Increased pollen viability resulting from transport to the upper boundary layer

Previous studies have examined the rate of viability loss in pollen grains based on surface conditions but some pollen grains are lifted throughout the atmospheric boundary layer to heights where temperature and moisture differ markedly from near the surface. This transport may affect pollen viability in maize pollen which has been linked to its moisture content. The objective of this study was to examine how predictions of pollen viability may differ when considering the effects of boundary layer transport rather than only considering the conditions at the pollen source. We used Large-Eddy Simulation to simulate pollen dispersion and predict pollen viability upon deposition.
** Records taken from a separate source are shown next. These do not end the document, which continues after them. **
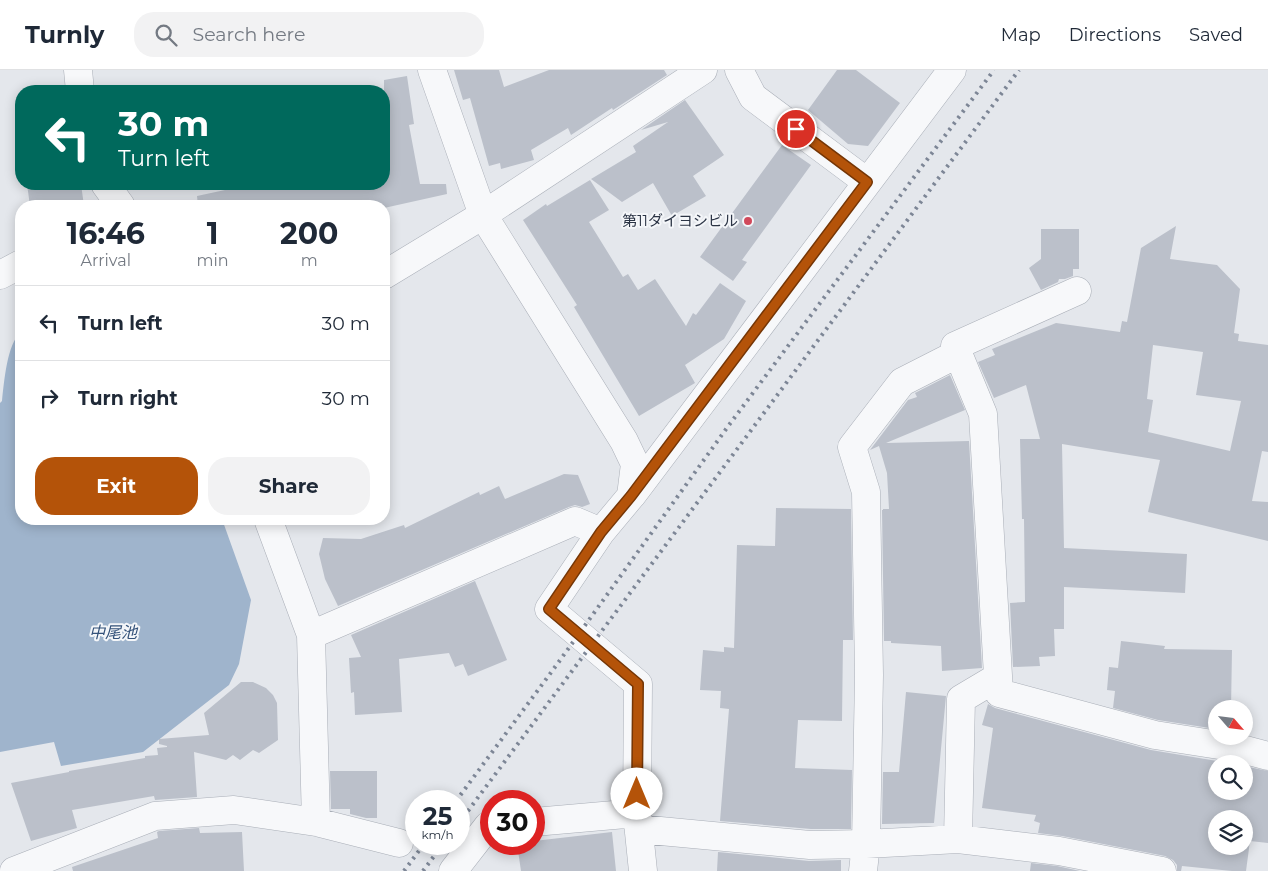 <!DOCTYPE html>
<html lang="en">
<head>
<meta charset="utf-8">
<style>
  body { margin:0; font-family:Montserrat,"Noto Sans JP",sans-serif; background:#f2f2f3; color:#1f2937; height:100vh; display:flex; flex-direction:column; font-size:19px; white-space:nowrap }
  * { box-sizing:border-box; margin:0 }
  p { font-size:16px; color:#747a83 }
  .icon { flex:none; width:28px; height:28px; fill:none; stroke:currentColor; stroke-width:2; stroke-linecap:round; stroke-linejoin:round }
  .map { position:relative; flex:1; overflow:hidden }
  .sheet { position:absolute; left:15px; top:130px; width:375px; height:325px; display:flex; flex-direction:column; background:#fff; border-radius:20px; box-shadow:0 2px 12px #0003 }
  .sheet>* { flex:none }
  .hud { position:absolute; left:15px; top:15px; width:375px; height:105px; border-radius:20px; box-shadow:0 2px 12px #0003; background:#00695c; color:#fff; overflow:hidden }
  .needle { width:32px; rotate:118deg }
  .controls { position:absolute; left:1208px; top:630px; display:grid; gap:10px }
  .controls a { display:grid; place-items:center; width:45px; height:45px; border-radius:50%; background:#fff; box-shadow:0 2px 12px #0003; font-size:25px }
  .speed { position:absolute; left:405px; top:720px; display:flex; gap:10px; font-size:25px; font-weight:700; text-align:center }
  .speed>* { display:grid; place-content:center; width:65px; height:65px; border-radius:50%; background:#fff; box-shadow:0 2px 12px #0003; line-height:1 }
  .speed small { font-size:12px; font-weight:400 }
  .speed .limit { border:8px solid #d22; background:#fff; color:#111 }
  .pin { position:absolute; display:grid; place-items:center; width:42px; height:42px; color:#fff; margin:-21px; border:2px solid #fff; border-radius:50%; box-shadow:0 1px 5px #0007 }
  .me { position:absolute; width:55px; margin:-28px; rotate:0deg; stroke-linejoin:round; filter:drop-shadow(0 0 4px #0008) }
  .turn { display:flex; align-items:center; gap:18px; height:105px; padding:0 20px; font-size:22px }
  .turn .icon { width:65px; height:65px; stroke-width:2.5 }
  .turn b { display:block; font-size:35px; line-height:42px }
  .eta { display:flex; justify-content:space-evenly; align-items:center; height:85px; text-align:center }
  .eta b { font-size:30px; font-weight:700; line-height:35px }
  .cta { display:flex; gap:10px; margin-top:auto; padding:10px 20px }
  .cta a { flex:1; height:58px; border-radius:20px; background:#b45309; color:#fff; font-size:20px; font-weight:700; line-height:58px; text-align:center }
  .cta a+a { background:#f2f2f3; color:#1f2937 }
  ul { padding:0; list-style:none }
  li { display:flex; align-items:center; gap:15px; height:75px; padding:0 20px; border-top:1px solid #e0e1e3 }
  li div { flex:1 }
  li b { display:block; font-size:19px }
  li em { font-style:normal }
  header { display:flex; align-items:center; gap:30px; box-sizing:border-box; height:70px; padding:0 25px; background:#fff; border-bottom:1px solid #e0e1e3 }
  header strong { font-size:24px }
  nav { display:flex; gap:28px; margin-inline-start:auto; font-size:18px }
  .search { width:350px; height:45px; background:#f2f2f3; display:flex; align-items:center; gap:12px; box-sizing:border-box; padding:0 18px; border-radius:20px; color:#747a83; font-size:19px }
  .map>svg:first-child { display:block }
  .water { fill:#9fb4cc }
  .building { fill:#bbc0ca; fill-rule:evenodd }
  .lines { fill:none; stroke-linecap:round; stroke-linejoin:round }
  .minor-casing { stroke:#a9aeb7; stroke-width:29 }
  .minor { stroke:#f7f8fa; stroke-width:28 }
  .rail { stroke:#7d8696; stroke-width:4; stroke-dasharray:2.5 5; stroke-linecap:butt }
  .route-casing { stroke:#753606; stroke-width:12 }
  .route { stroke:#b45309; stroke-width:9 }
  .poi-dot { fill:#d1495b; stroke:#f4f6f9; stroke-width:2 }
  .labels { text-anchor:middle; stroke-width:4; stroke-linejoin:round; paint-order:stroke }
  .poi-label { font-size:15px; fill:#2b3445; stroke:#f4f6f9; text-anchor:end }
  .water-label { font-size:16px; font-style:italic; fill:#34527a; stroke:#f4f6f9 }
</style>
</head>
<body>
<header>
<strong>Turnly</strong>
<div class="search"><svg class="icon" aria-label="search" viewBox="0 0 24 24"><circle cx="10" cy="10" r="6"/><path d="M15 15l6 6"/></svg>Search here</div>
<nav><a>Map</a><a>Directions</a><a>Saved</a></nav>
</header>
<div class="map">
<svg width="1268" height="801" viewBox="0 0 1268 801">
  <rect width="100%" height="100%" fill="#e4e7ec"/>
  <!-- water -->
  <path class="water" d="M21 262V449H222L251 530 239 594 229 615 143 682 61 696 54 672 0 682V333L2 331C4 313 7 273 21 262Z"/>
  <!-- building -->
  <path class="building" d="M454 0H499L504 17 549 0H664L667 5 613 40 612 38 571 65 568 58 531 80 534 90 501 99 500 93 489 96 470 28 463 30Z
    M837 0H856L900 33 868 76 848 74 808 40Z
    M407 6 414 54 409 55 420 114H446L447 124 384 138V136H198L197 126 253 114H384V10Z
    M685 30 724 85 693 106 706 126 672 146 653 113 622 132 591 109 636 82 633 76 668 52 641 60Z
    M782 75 811 95 742 190 747 192 733 211 700 187Z
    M590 110 609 140 589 152 623 207 628 204 638 220 655 209 686 256 693 243 696 245 720 213 746 231 724 269 685 295 695 313 639 346 574 237 577 235 523 150 546 134 547 136Z
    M27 114H81L84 136H30Z
    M1176 156 1170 189 1217 195 1240 219 1234 263 1239 264 1238 271 1268 275V382L1262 381 1252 431 1268 432V471L1148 442 1160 390 1062 374 1064 478 1187 484 1185 523 1064 517V559H1054L1055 586 1039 587 1040 596 1013 597 1010 533 1025 532 1024 449H1022L1020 369H1040L1026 315 994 328 978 292 995 285 992 279 1056 253 1120 262 1122 251 1127 252 1141 178ZM1153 275 1203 282 1196 325 1241 331 1230 381 1148 362 1153 330 1147 329Z
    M1041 159H1079V199H1073V206L1065 209H1059L1058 212 1041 220 1029 198 1041 189Z
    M950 305 965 340 886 373 969 371 982 598 942 601 941 576 891 573V571H884L882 440H883V439H889L887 403 879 376 870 380 908 330 917 327 915 323Z
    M564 404 578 405 590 434 582 437 575 435 569 437 338 536 325 509 319 484 323 468 361 469 404 455 405 458 479 422 480 425 499 416 505 429Z
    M776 438 851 439 853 570H843L842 651 798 650 795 698 852 700 851 759H811L720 751 729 639 720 638 721 621 700 620 703 580 724 582V577L734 578 737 475 775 476Z
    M475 511 507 590 468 606 463 594 455 597 449 583 399 589 402 642 355 645 354 622 351 623 349 588 361 587 351 565Z
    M1121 571 1165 576 1164 579 1232 580 1231 639H1216V659L1158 650 1113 638 1115 621 1107 620 1109 597 1118 598Z
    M241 612H253L266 618 273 625 277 633 278 670 259 683 253 680 240 690 233 685 226 690 194 682 197 727 155 730 154 726 72 740 77 758 31 771 11 713 69 702V701L145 688V686L158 685 157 678 167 677V676L159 674V669L209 665 204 643Z
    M906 622 946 626 934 753 882 754 883 702H899Z
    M988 634 995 638 1151 680 1235 694H1216V721H1244V696L1268 701V773L1250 771 1246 801H1232L1182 796 1181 801H1177V795L1173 790 1165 786 1062 766 1038 763 1040 753 1034 751 1036 745 982 738 993 658 982 655ZM1216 749H1244V776H1216Z
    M330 701H377V748H366L350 744V739H331Z
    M199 758 200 763 242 762 244 801H73L72 797 158 768 157 762 159 761Z
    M612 762 616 801H521L517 774H534V771Z
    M718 782 809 791 841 790V801H717Z
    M1031 793 1057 796 1080 801H1030Z"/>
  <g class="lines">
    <defs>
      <path id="minor" d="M78 0 80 21
        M432 0 483 145 624 371 635 394 631 426 601 462 549 539 638 614 637 743 643 801
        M739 0 753 27 867 112
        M105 114 121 136
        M0 205 21 194
        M384 205 483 145 703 0
        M1077 221 955 276 983 344 999 623 1155 665 1238 678 1268 686
        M632 425 952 0
        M268 449 311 565 316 752
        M311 565 575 451 601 462
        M534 752 637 743
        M639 759 810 775 866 774 958 769 1059 781 1162 801
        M958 769 961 629 998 607
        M14 801 155 746 234 740 316 752 399 773
        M453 801 488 756H491
        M863 801 866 774 869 605 866 422 852 377 902 312 959 283"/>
    </defs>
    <!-- minor casing -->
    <use href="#minor" class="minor-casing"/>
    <!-- minor -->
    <use href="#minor" class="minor"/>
    <!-- rail -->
    <path class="rail" d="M456 731 558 593 729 355 994 0
      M459 753 1019 0
      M404 801 424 774
      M423 801 443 774"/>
  </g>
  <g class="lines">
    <defs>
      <path id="route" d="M637 724 638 614 549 539 601 462 631 426 867 112 796 59"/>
    </defs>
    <!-- route casing -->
    <use href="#route" class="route-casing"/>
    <!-- route -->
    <use href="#route" class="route"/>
  </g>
  <!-- markers -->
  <circle class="poi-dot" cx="748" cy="151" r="5"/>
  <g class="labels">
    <!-- poi labels -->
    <g class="poi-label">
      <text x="738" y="156">第11ダイヨシビル</text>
    </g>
    <!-- water labels -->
    <g class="water-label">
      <text x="113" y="568">中尾池</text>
    </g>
  </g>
</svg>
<div class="controls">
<a><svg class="needle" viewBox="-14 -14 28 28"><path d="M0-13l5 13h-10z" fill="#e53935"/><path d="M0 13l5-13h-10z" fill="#747a83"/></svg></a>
<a><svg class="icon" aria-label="search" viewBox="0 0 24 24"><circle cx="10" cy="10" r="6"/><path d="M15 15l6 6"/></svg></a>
<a><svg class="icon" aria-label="layers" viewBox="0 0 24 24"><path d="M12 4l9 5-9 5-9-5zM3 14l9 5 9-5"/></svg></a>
</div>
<div class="speed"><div>25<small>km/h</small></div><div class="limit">30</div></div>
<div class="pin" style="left:796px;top:59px;background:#d93025"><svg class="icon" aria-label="arrive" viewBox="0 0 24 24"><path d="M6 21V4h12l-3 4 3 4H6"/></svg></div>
<svg class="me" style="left:637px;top:724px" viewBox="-20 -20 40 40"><circle r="19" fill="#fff"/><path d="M0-13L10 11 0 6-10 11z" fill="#b45309"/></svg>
<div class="hud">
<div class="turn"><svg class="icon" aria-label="left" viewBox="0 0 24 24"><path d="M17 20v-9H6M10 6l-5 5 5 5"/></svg><div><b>30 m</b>Turn left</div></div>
</div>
<section class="sheet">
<div class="eta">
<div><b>16:46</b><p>Arrival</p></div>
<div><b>1</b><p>min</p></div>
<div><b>200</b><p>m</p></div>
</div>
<ul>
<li><svg class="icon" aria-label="left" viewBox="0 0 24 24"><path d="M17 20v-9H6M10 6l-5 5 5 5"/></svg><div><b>Turn left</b></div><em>30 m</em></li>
<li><svg class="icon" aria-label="right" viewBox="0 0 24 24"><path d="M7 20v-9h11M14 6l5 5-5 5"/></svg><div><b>Turn right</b></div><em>30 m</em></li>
</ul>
<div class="cta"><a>Exit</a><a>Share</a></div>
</section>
</div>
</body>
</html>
We compared the predicted viability that was diagnosed using the atmospheric conditions at the pollen source when a pollen grain was released to viability diagnosed using the atmospheric conditions following the pollen grain's trajectory as it moved through the atmospheric boundary layer. Using surface values provided a reasonable prediction of viability for pollen grains that traveled less than a kilometer from the source field, but underpredicted pollen viability by as much as 20% for pollen that traveled several kilometers. The difference is attributed to the tendency for longer range transport to require lofting of pollen grains into the upper part of the atmospheric boundary layer, where cooler temperature and higher relative humidity are conducive to increased viability. Our results suggest that pollen grains traveling many kilometers are more likely to pollinate a receptive silk than would be expected based on the atmospheric conditions at the pollen source.